# Binary Data

Overview of data as it is stored on disk.

## References

Several Wikipedia articles give pretty good overviews of relevant topics:

  - [Byte](https://en.wikipedia.org/wiki/Byte)
  - [UTF-8 encoding](https://en.wikipedia.org/wiki/UTF-8)
  - [Hexidecimal format](https://en.wikipedia.org/wiki/Hexadecimal)
  - [Hex "dumping"](https://en.wikipedia.org/wiki/Hex_dump)

## Binary Data


We have dealt with binary representations when discussing numbers, e.g., $123_{10} = 1111011_{2}$, as verified by

In [None]:
bin(123)

The same can, in theory, be done for `float` values, but there is no function as simple as `bin` for doing it.  We can also represent $123_{10} = 7\text{b}_{16}$, or

In [None]:
hex(123)

Values in the hexadecimal system are written using the 10 decimal digits and the first 6 letters of the (Latin) [alphabet](https://en.wikipedia.org/wiki/Latin_alphabet).  Python uses the `'0x'` prefix to indicate a hexidecimal number (as seen above).  Here are all 16 values:

In [None]:
d = range(0, 16)
b = (bin(i).replace('0b', '') for i in d)
h = (hex(i).replace('0x', '') for i in d)
print((' base-2:' + '{:>4} '*16).format(*b))
print(('base-10:' + '{:>4} '*16).format(*d))
print(('base-16:' + '{:>4} '*16).format(*h))

## From Data to Bytes 

We think of binary as 1's and 0's (correctly so), but data is actually stored as 8-bit bytes because that represents the smallest chunk of data (i.e., [addressable unit]() that can be stored in memory.  
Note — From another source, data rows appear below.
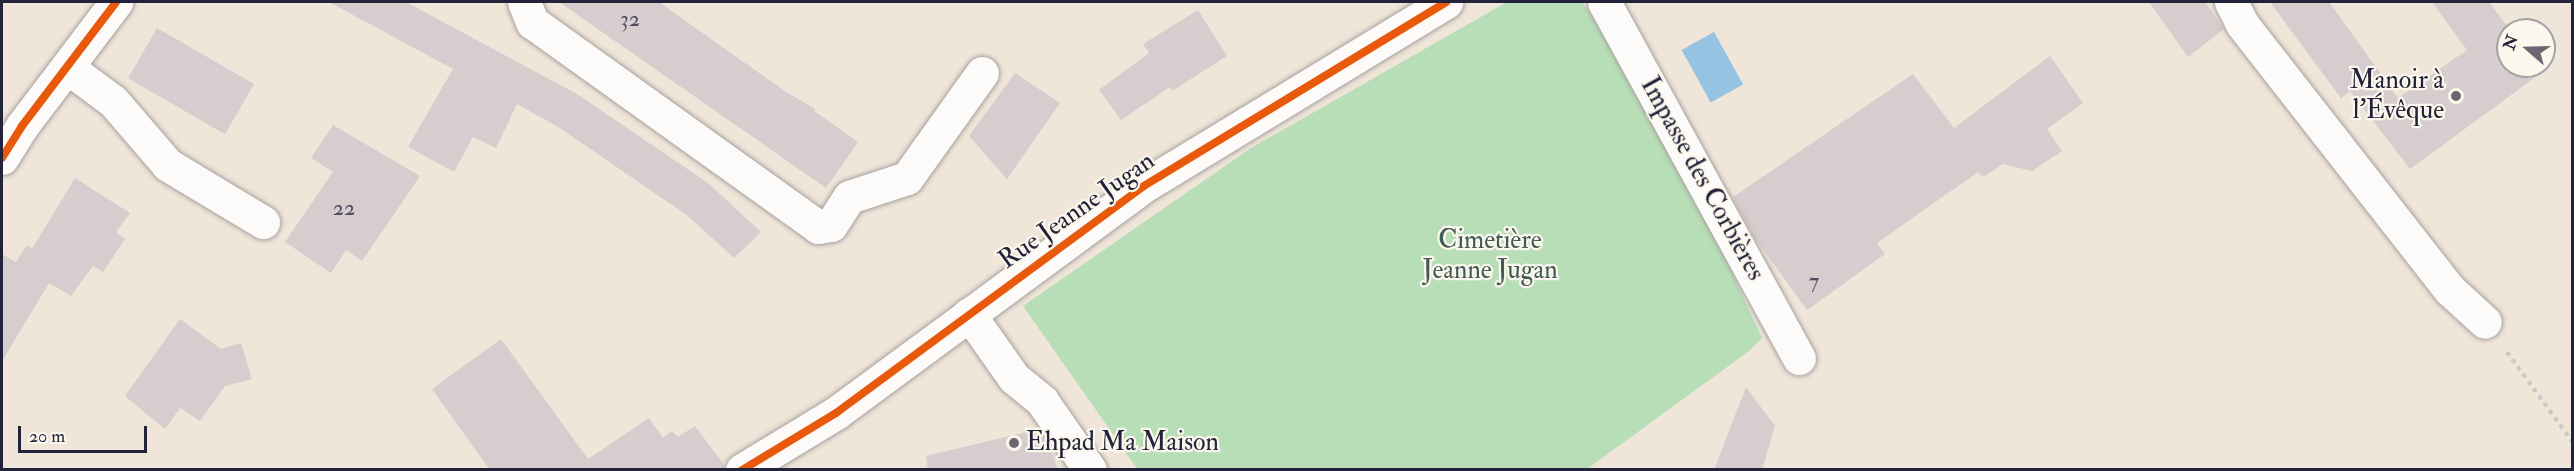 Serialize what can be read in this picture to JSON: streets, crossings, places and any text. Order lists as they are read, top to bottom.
{
  "streets": {
    "street": ["Impasse des Corbières", "Rue Jeanne Jugan"]
  },
  "parks": ["Cimetière Jeanne Jugan"],
  "places": ["Manoir à l'Évêque", "Ehpad Ma Maison"],
  "house_numbers": ["32", "22", "7"],
  "scale_bar": "20 m",
  "north": "left"
} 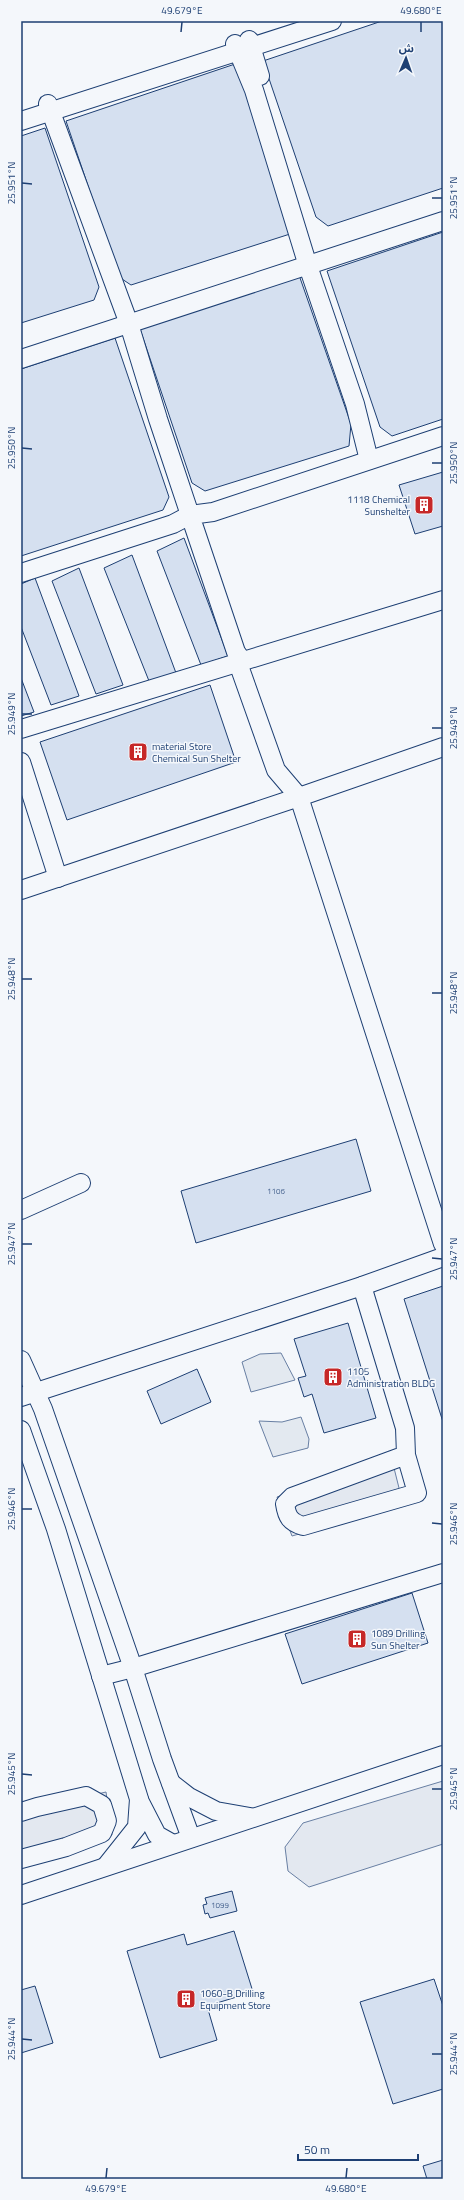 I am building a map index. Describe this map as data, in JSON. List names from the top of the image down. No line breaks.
{"places":{"building":["1118 Chemical Sunshelter","material Store Chemical Sun Shelter","1105 Administration BLDG","1089 Drilling Sun Shelter","1060-B Drilling Equipment Store"]},"house_numbers":["1106","1099"],"scale_bar":"50 m","north":"top","coordinates":["49.679°E","49.680°E","25.951°N","25.950°N","25.949°N","25.948°N","25.947°N","25.946°N","25.945°N","25.944°N"]} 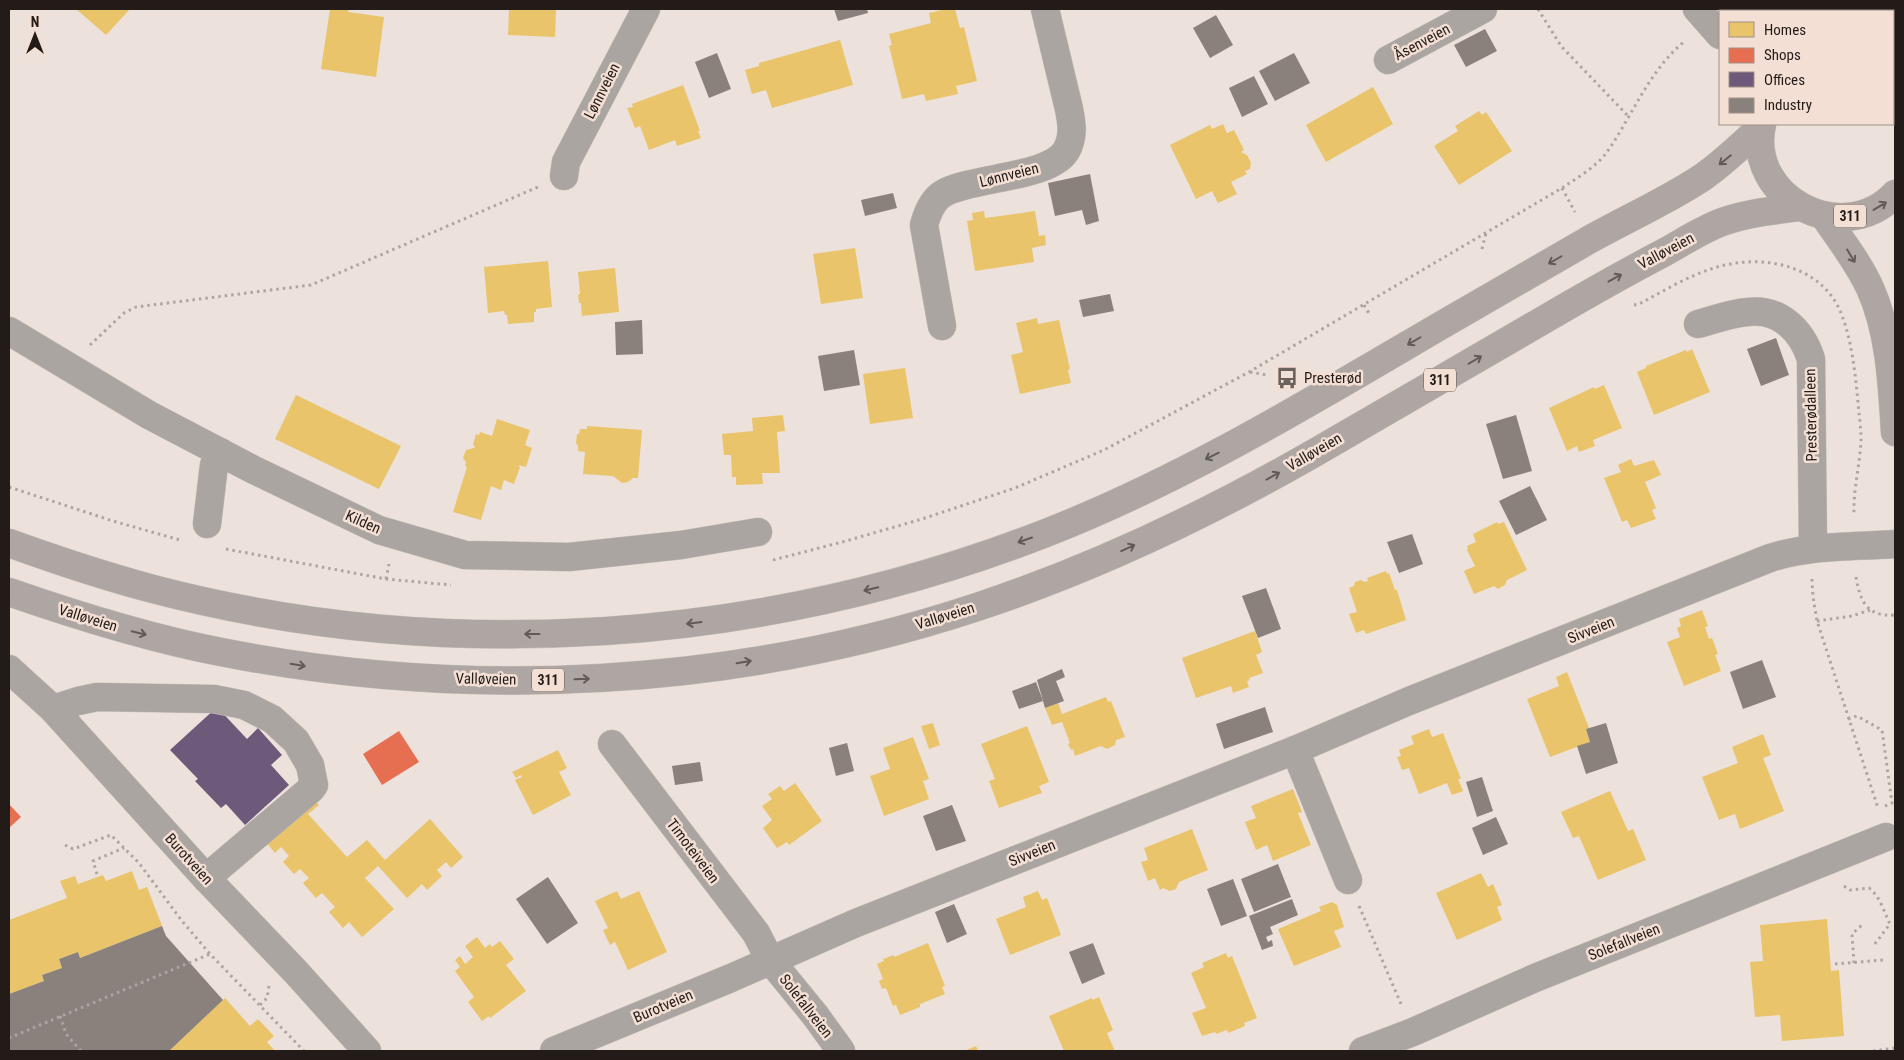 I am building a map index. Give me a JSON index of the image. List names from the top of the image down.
{
  "streets": {
    "main road": ["311", "Valløveien"],
    "street": [
      "Åsenveien",
      "Lønnveien",
      "Presterødalleen",
      "Kilden",
      "Sivveien",
      "Timoteiveien",
      "Burotveien",
      "Solefallveien"
    ]
  },
  "crossings": [
    ["311", "Valløveien"],
    ["Presterødalleen", "Sivveien"],
    ["Sivveien", "Timoteiveien"],
    ["Sivveien", "Burotveien"],
    ["Sivveien", "Solefallveien"],
    ["Timoteiveien", "Burotveien"],
    ["Timoteiveien", "Solefallveien"],
    ["Burotveien", "Solefallveien"]
  ],
  "places": {
    "bus stop": ["Presterød"]
  },
  "legend": [
    "Homes",
    "Shops",
    "Offices",
    "Industry"
  ],
  "north": "top"
}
 > Historically, 7 bits were probably enough because $2^7 = 128$ exceeds the roughly 92 characters needed to represents the alphabet (`a-z` and `A-Z`), the numerals `0-9`, and the common punctuation marks (e.g., `,:")]>?`).  So why 8?  It's all about the logic: everything at the hardware level starts off at the binary "1" or "0" level.  It's easier to manage data if it comes as even powers of two, which can't be done with 7 bytes.
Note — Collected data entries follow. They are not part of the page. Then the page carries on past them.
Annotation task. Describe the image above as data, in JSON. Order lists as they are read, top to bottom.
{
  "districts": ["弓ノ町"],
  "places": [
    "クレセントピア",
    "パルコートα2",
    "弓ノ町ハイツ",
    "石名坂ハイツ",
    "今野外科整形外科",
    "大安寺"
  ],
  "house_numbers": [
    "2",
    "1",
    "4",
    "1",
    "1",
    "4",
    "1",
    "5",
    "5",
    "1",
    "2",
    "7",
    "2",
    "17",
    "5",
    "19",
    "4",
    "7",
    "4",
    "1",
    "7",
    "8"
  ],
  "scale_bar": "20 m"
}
In Python, we can convert `int` values to bytes:

In [None]:
a = 123              # try 200 and 300, too.
a.to_bytes(1, 'big') # try 2,3,4  and 'little'

That output is probably unexpected. Surely, `{` is not a 1 or 0, and it's not the characters `0-9` and `a-f` that make up hexadecimal representations.  Rather, it is one of the original 128 ASCII characters (or an additional 128 characters) used by Python in its default `str` encoding of a byte.  Here, that default is [UTF-8](https://en.wikipedia.org/wiki/UTF-8), which is a widely used, 8-bit format.  All 256 values that a byte can represent are produced below in the decimal, binary, hexadecimal, and UTF-8 (string) formats (and a selection is shown):

In [None]:
import pandas # nice data handling
fmt = "{:>3}  {:>8}   {:4} {:4}"
b = [bin(d).replace('0b','') for d in range(256)]
h = [hex(d).replace('0x','') for d in range(256)]
s = [str(d.to_bytes(1, 'big'))[1:].replace(r"\x",'').replace("'", '') for d in range(256)]
df = pandas.DataFrame({'base-10': range(256), 'base-2':b, 'base-16':h, 'UTF-8': s})
df[120:130]

From the table, we can see that `{` is the UTF-8 equivalent to $123_{10} = 7\text{b}_{16} = 1111011_{2}$.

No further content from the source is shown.